(Beginning of Working data)

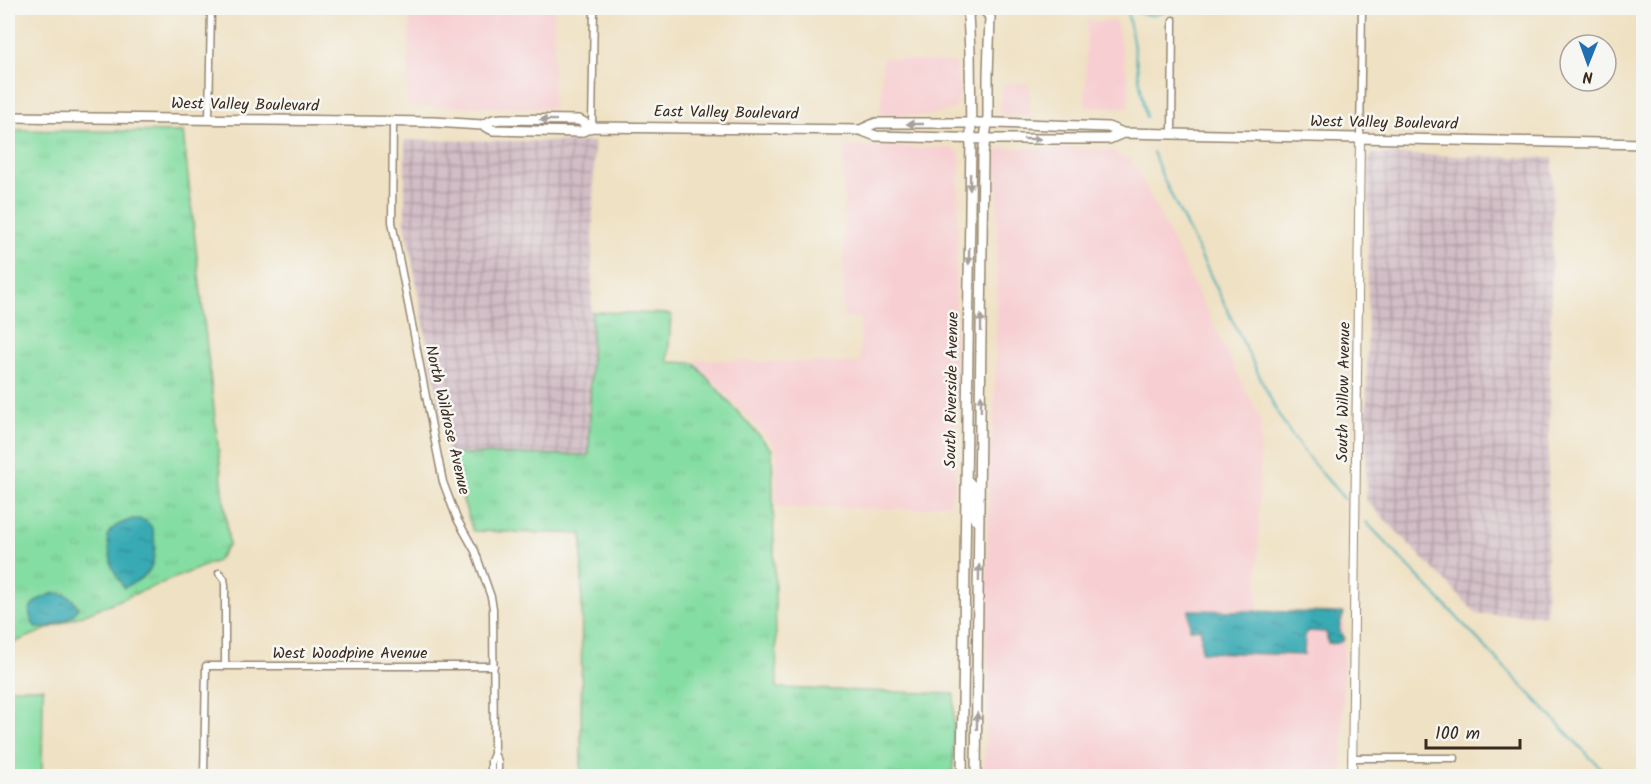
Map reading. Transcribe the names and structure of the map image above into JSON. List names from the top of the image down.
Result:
{
  "streets": {
    "main road": ["West Valley Boulevard", "East Valley Boulevard", "South Riverside Avenue"],
    "street": ["South Willow Avenue", "North Wildrose Avenue", "West Woodpine Avenue"]
  },
  "crossings": [
    ["West Valley Boulevard", "East Valley Boulevard"],
    ["West Valley Boulevard", "South Riverside Avenue"],
    ["West Valley Boulevard", "South Willow Avenue"],
    ["West Valley Boulevard", "North Wildrose Avenue"],
    ["East Valley Boulevard", "South Riverside Avenue"],
    ["North Wildrose Avenue", "West Woodpine Avenue"]
  ],
  "scale_bar": "100 m",
  "north": "bottom"
}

(End of Working data)

**Problem description:** Omit the pictures and copy the records above exactly.

**Reply:**
Map reading. Transcribe the names and structure of the map image above into JSON. List names from the top of the image down.
Result:
{
  "streets": {
    "main road": ["West Valley Boulevard", "East Valley Boulevard", "South Riverside Avenue"],
    "street": ["South Willow Avenue", "North Wildrose Avenue", "West Woodpine Avenue"]
  },
  "crossings": [
    ["West Valley Boulevard", "East Valley Boulevard"],
    ["West Valley Boulevard", "South Riverside Avenue"],
    ["West Valley Boulevard", "South Willow Avenue"],
    ["West Valley Boulevard", "North Wildrose Avenue"],
    ["East Valley Boulevard", "South Riverside Avenue"],
    ["North Wildrose Avenue", "West Woodpine Avenue"]
  ],
  "scale_bar": "100 m",
  "north": "bottom"
}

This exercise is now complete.